山陰地区を中心に走る観光列車「あめつち」のグリーン券です。通常、「あめつち」鳥取~出雲市間を中心に、米子~出雲坂根間、鳥取~城崎温泉間を結びますが、10/6、7の2日間のみは、岡山県北部の「森の芸術祭」関連で、スペシャルバージョンとして「あめつち~森の芸術祭~」として鳥取から因美線経由で津山との間で運行されました。
券面には「あめつち~森の芸術祭~」と列車名に「森の芸術祭」が出ています。考えてみれば「森の芸術祭」が列車名に出てくるのはこの列車のみですね。
山を越えて津山にあめつち見参
鳥取発9時発というのは少々早め。京阪神からだと「スーパーはくと1号」でも間に合わず、「スーパーいなば1号」を使うしかありません。もっとも智頭から乗ってきた人も多かったので、「スーパーはくと1号」から智頭で乗り換えた人もいるんじゃないでしょうか。
キハ47の2両を改造して登場した「あめつち」です。JR西日本はキハ40系列を改造した観光列車が6本ありますが、特急になるもの、グリーン車になるもの、指定席になるもの、自由席のままなど改造後はいろいろありますが、どの列車も基本的に前面は手を加えておらず、改造元がまるわかりですね。(笑)
鳥取を定刻に発車。もっとも次の津ノ井駅で対向列車待ち合わせのため停車。このあたりは臨時列車の悲しいところです。

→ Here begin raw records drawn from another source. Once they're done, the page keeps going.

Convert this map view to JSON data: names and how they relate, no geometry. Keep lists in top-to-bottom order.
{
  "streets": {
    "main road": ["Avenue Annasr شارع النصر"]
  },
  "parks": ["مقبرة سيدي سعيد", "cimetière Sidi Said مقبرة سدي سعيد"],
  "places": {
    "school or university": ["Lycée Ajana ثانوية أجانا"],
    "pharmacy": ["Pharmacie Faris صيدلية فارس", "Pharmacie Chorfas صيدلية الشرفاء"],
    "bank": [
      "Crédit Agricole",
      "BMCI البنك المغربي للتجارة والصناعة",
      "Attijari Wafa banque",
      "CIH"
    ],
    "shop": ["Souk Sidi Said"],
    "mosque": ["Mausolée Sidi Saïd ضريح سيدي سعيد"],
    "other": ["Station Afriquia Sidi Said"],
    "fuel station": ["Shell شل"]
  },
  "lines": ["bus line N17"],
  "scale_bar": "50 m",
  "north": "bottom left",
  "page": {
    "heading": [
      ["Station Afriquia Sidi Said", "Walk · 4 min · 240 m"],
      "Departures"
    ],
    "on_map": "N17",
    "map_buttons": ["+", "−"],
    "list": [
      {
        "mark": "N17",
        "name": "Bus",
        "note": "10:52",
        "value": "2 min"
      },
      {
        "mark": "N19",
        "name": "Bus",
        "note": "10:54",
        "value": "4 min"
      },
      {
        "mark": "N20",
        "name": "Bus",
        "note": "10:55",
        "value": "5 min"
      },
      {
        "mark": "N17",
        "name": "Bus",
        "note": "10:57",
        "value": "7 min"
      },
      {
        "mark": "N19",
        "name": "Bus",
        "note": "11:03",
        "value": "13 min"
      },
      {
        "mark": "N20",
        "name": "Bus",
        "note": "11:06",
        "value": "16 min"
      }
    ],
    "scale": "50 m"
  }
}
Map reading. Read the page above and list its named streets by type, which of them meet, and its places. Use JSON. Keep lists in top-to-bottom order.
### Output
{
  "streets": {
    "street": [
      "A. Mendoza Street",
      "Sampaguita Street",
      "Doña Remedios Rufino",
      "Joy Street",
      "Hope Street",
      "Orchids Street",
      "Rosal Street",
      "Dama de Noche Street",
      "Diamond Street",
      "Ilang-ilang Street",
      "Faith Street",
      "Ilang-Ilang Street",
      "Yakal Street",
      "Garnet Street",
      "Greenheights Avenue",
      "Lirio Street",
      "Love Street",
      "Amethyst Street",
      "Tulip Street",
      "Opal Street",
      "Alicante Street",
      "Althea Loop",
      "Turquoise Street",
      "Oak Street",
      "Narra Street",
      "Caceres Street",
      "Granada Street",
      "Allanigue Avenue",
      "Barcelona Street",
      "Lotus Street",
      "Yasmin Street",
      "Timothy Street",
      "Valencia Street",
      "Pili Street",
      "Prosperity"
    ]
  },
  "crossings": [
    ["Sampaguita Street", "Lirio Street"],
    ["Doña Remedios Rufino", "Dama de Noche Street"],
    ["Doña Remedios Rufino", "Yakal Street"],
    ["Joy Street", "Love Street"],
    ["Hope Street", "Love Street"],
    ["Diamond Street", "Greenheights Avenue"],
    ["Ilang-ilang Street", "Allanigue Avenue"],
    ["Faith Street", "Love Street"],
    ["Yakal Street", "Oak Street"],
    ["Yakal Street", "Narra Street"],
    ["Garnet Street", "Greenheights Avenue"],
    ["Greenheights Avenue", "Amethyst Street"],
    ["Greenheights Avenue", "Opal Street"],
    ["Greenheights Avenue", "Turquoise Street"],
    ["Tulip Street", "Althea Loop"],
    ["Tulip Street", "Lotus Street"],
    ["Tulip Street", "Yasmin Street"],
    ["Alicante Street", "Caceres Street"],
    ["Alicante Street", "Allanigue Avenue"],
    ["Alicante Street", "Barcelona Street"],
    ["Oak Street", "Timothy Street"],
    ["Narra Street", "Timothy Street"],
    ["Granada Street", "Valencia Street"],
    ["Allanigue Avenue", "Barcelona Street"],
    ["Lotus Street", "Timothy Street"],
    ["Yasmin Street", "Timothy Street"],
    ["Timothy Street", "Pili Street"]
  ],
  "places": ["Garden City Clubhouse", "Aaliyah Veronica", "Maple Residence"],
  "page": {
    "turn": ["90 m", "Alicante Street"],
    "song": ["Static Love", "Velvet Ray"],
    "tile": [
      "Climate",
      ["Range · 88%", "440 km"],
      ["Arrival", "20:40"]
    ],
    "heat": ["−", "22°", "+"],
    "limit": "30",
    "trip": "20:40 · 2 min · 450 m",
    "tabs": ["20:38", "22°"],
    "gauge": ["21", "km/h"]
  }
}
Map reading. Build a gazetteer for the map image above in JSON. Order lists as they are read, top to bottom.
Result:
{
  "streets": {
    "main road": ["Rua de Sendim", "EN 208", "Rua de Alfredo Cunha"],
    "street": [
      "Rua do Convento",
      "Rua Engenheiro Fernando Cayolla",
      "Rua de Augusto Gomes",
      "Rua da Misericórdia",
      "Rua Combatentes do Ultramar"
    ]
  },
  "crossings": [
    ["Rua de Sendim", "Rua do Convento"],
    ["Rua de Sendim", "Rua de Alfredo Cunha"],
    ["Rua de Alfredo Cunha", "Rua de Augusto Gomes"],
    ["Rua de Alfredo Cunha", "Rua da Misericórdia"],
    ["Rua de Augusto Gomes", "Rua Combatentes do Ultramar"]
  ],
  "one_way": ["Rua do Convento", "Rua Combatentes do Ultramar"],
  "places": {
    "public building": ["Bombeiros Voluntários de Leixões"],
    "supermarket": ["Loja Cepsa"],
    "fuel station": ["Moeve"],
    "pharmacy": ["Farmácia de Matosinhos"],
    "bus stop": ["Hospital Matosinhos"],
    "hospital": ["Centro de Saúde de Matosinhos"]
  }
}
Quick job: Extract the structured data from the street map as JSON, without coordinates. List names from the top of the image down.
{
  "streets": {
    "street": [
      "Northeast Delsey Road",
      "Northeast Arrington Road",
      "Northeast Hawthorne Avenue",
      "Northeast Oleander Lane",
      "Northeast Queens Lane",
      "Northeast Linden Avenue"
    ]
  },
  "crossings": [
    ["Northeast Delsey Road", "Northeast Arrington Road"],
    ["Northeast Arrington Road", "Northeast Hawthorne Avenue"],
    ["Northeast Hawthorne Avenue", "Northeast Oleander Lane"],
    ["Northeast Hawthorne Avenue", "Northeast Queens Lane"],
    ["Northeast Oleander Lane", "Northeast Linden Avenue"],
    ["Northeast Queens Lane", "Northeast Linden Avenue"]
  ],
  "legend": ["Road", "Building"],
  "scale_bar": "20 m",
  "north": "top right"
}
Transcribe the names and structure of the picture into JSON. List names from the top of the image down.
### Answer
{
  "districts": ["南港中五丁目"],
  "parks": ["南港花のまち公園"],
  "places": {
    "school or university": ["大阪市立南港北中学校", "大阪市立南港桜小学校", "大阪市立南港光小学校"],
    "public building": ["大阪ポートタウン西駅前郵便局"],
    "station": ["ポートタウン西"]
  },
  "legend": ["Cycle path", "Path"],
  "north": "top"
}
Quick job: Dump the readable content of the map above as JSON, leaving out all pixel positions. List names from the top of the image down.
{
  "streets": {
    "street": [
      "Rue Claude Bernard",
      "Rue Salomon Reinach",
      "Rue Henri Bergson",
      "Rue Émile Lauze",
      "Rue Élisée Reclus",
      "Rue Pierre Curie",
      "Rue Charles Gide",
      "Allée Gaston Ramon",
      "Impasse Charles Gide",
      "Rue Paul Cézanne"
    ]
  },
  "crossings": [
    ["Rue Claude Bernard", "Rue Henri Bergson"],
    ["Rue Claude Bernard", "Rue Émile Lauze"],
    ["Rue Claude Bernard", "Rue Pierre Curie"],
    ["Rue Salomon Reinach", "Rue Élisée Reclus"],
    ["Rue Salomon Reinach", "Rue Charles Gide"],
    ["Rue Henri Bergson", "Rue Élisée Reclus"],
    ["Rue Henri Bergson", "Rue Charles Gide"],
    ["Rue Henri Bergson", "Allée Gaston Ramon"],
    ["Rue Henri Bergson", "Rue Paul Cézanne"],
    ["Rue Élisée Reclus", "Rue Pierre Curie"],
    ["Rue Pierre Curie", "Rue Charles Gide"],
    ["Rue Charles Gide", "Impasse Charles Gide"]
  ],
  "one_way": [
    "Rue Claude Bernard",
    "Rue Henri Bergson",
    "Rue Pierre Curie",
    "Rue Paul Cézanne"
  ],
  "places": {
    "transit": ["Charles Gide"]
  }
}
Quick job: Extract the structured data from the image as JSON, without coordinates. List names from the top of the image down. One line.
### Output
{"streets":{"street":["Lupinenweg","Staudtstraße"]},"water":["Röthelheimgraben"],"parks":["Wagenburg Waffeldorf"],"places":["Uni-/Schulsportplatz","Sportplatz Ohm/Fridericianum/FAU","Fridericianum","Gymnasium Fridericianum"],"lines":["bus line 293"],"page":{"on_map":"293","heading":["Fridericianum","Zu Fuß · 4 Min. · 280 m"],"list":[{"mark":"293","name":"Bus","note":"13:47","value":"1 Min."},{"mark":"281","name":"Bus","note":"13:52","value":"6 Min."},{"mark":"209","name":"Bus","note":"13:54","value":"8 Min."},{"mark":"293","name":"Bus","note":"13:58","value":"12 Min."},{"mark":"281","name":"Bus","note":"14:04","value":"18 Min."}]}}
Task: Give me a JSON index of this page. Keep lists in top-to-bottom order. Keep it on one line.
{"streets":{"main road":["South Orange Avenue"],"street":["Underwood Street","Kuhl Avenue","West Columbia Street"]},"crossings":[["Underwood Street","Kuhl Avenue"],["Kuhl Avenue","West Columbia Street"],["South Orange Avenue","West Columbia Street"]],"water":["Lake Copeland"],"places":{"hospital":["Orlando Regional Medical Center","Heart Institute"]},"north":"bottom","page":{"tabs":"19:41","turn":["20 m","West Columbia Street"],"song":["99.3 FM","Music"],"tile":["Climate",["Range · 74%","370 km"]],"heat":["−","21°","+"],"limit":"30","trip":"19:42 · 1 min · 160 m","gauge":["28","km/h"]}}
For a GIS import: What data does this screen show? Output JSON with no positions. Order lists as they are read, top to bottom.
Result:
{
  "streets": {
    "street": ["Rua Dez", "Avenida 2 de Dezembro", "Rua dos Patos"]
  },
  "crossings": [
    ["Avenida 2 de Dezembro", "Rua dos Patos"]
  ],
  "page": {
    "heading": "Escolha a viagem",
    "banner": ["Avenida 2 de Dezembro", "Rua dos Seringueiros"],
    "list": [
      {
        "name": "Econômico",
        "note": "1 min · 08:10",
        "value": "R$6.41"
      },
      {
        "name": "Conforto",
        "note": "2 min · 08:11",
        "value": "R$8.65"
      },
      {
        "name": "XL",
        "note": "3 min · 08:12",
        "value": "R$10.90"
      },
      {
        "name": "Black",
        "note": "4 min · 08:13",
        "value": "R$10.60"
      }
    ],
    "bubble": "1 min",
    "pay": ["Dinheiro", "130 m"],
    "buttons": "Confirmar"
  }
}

津ノ井駅を発車すると、ほどなく郡家駅。郡家駅で早速長時間停車となり、イベントになります。
郡家駅では特産の柿の試食。そして、郡家中北連によるパフォーマンスを披露。こちらも手拍子をしながら、柿を食べながら(笑)演舞に魅入ります。
柿のおかわりもらって列車に戻り、発車。このあとの途中停車駅は智頭のみであとは津山までノンストップです。
しかし今回車内で観光ガイドを務める就実大学人文科学部総合歴史学科特任教授 小西伸彦氏によるガイドがあまりにもdeepすぎ。
因美線全駅の成り立ちや、キハ40について、キハ・キロの違い、南勝線の話、JR西日本のローカル線で見られる25km/hの話など、鉄分多めの話題がこれでもかとばかりにマシンガントークが続きます。流石に気になったので経歴を調べると
・産業遺産学会理事長
・鉄道記念物評価選定委員
要するに鉄道史が専門の方でした。そりゃ話がdeepになるわ(笑)
流石に話すのが仕事なだけあって、よくある素人観光ガイドなんかと比べると、ある程度鉄分のある人には非常にわかりやすかったです。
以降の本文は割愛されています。